## PROBLEM
Find the string "service" in the listing and report every line that has it.

## EXERCISE DATA

---------------

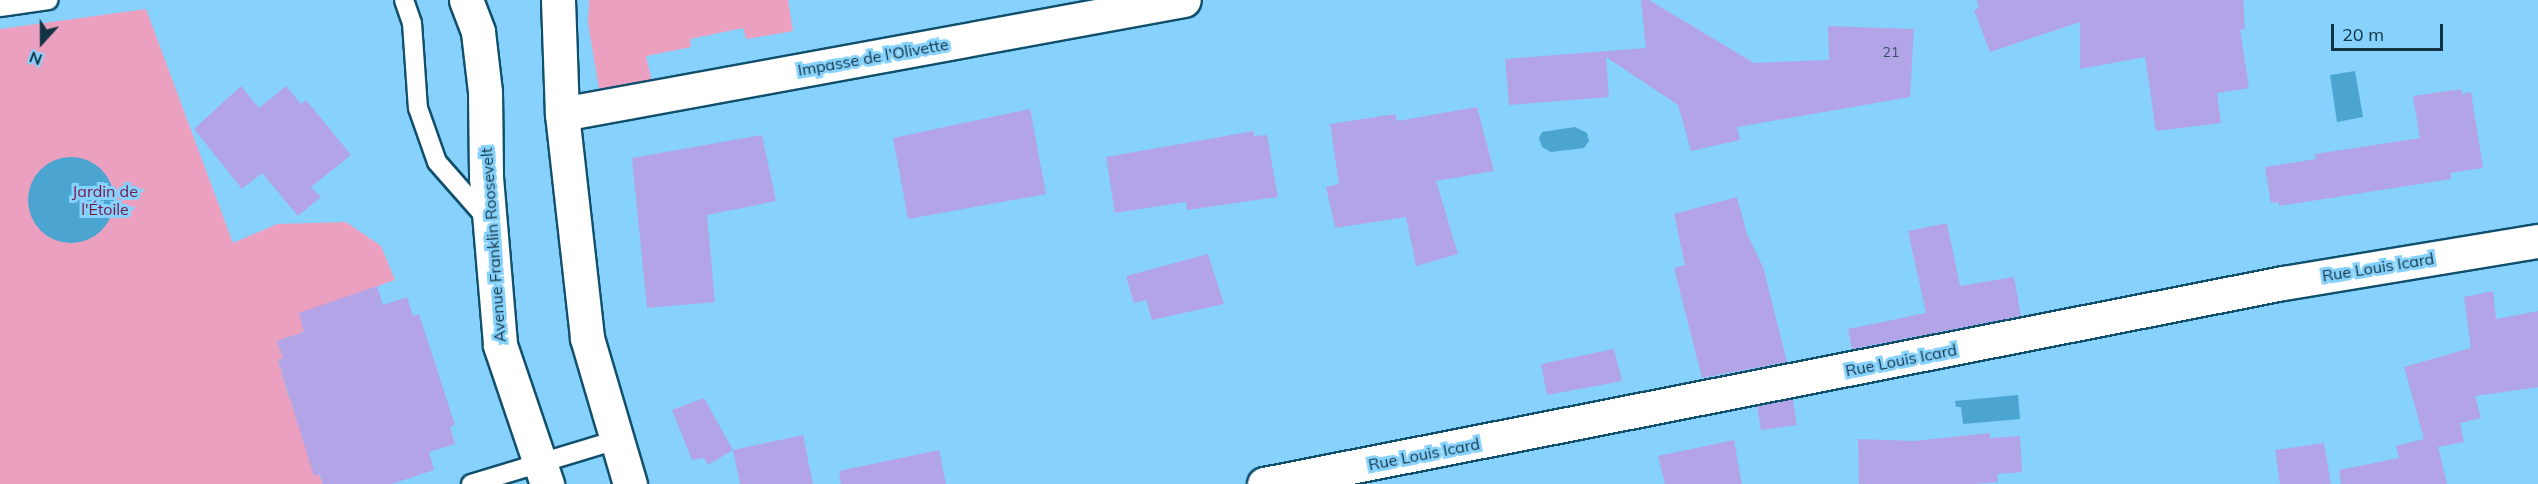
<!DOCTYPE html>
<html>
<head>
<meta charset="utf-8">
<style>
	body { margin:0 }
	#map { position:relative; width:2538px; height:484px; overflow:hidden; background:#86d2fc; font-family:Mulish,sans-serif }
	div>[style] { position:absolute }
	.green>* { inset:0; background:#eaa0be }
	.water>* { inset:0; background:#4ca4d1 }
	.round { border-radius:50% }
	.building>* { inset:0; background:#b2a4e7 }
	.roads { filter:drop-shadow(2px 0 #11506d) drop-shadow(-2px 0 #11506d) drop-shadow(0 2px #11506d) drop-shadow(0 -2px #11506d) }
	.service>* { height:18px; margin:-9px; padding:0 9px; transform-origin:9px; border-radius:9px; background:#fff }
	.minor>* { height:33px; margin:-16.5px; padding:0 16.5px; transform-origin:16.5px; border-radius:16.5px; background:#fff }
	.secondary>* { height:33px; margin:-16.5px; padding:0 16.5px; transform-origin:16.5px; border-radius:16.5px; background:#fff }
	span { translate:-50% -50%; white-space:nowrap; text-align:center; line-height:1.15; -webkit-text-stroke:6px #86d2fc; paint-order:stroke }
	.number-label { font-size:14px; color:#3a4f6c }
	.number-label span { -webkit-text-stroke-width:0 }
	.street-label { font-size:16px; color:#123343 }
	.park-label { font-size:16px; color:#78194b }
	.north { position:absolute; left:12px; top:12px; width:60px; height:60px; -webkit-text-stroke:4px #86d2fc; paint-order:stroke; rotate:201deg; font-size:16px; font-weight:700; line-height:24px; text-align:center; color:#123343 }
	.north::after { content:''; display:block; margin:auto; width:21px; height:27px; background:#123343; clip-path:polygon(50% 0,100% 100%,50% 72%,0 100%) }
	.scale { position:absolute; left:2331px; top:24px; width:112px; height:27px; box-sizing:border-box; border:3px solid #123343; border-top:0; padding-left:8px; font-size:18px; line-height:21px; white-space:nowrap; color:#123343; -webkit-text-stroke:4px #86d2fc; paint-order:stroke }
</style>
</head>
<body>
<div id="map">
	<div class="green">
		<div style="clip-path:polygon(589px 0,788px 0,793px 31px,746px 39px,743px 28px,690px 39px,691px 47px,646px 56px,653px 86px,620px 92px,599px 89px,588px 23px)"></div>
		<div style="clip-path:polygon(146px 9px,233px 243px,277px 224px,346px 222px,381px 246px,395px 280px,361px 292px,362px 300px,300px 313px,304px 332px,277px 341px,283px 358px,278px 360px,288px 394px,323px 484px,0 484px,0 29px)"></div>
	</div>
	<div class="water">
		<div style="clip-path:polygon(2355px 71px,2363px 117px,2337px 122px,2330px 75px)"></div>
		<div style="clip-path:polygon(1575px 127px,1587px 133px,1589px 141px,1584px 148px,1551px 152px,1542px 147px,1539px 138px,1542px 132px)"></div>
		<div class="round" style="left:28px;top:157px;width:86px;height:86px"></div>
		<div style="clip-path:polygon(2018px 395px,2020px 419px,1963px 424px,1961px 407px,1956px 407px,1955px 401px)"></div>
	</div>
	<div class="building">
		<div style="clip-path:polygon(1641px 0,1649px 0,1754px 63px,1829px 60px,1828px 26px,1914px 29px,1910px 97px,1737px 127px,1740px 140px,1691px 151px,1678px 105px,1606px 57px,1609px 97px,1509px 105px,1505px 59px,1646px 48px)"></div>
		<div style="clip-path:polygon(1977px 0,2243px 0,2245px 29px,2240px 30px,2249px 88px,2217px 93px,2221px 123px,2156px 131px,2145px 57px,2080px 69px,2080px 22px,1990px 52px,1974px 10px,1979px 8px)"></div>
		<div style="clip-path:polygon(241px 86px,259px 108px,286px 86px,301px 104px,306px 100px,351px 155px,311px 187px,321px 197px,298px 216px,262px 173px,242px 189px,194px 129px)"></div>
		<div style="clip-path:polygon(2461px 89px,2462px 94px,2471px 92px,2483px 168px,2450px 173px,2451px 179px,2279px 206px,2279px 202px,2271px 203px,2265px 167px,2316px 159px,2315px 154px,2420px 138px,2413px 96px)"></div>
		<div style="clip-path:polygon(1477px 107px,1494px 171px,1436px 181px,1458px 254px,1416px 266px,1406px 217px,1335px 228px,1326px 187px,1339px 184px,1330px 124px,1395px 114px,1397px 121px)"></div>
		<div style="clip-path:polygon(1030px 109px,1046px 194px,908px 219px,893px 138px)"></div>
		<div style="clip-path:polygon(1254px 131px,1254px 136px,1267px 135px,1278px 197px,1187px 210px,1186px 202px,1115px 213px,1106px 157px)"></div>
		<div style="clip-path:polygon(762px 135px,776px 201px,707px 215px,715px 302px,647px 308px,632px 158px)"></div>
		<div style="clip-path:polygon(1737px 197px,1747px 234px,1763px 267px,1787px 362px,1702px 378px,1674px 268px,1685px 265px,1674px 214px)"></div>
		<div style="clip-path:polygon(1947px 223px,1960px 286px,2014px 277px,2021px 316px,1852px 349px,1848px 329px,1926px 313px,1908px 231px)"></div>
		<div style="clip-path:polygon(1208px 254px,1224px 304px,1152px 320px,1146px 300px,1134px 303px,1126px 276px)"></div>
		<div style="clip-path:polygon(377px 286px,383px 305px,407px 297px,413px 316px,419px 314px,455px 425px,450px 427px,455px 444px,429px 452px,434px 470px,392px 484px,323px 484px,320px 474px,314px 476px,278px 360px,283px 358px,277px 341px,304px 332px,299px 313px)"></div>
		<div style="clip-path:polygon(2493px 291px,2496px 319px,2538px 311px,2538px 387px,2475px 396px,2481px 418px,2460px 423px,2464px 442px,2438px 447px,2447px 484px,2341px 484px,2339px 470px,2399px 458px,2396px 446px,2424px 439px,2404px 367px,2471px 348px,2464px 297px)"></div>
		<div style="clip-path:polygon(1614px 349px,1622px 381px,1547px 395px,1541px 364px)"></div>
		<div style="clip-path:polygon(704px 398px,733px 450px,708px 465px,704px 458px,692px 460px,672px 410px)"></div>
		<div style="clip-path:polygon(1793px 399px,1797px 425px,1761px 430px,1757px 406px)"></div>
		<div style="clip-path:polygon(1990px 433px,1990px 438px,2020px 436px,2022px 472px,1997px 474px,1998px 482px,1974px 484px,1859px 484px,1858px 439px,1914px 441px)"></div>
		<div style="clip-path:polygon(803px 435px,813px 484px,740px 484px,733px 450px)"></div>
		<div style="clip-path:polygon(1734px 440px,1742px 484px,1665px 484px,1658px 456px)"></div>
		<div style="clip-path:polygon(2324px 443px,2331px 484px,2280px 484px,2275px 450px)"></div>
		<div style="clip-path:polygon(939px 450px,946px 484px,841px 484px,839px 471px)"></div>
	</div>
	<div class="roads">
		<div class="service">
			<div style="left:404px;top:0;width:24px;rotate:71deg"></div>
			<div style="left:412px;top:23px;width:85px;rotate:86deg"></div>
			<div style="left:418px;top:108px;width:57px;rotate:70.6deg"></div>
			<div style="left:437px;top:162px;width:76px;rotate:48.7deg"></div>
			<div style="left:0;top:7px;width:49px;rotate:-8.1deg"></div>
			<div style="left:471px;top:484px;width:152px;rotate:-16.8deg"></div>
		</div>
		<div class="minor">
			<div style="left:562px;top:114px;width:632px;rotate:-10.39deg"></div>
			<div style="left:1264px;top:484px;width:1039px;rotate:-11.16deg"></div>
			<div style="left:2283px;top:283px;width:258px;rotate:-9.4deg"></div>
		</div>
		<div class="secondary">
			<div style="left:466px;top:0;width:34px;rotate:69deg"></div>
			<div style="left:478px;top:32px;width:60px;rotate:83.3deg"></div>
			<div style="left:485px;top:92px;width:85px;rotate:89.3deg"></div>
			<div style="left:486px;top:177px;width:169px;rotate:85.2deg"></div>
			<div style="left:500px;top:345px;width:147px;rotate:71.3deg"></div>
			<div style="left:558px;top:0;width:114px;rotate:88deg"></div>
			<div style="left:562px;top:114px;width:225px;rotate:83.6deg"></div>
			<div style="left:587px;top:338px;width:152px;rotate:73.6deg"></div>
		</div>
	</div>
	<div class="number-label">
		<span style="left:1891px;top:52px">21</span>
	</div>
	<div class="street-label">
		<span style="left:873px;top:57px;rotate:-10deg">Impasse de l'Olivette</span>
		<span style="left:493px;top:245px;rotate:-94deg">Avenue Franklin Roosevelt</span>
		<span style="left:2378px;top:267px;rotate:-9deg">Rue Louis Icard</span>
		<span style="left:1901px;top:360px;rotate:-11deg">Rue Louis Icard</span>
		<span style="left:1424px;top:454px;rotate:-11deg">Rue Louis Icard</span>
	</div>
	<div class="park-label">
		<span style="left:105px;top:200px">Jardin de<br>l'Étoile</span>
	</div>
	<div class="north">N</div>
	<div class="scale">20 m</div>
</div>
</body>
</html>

---------------

## ANSWER SPACE
	.service>* { height:18px; margin:-9px; padding:0 9px; transform-origin:9px; border-radius:9px; background:#fff }
		<div class="service">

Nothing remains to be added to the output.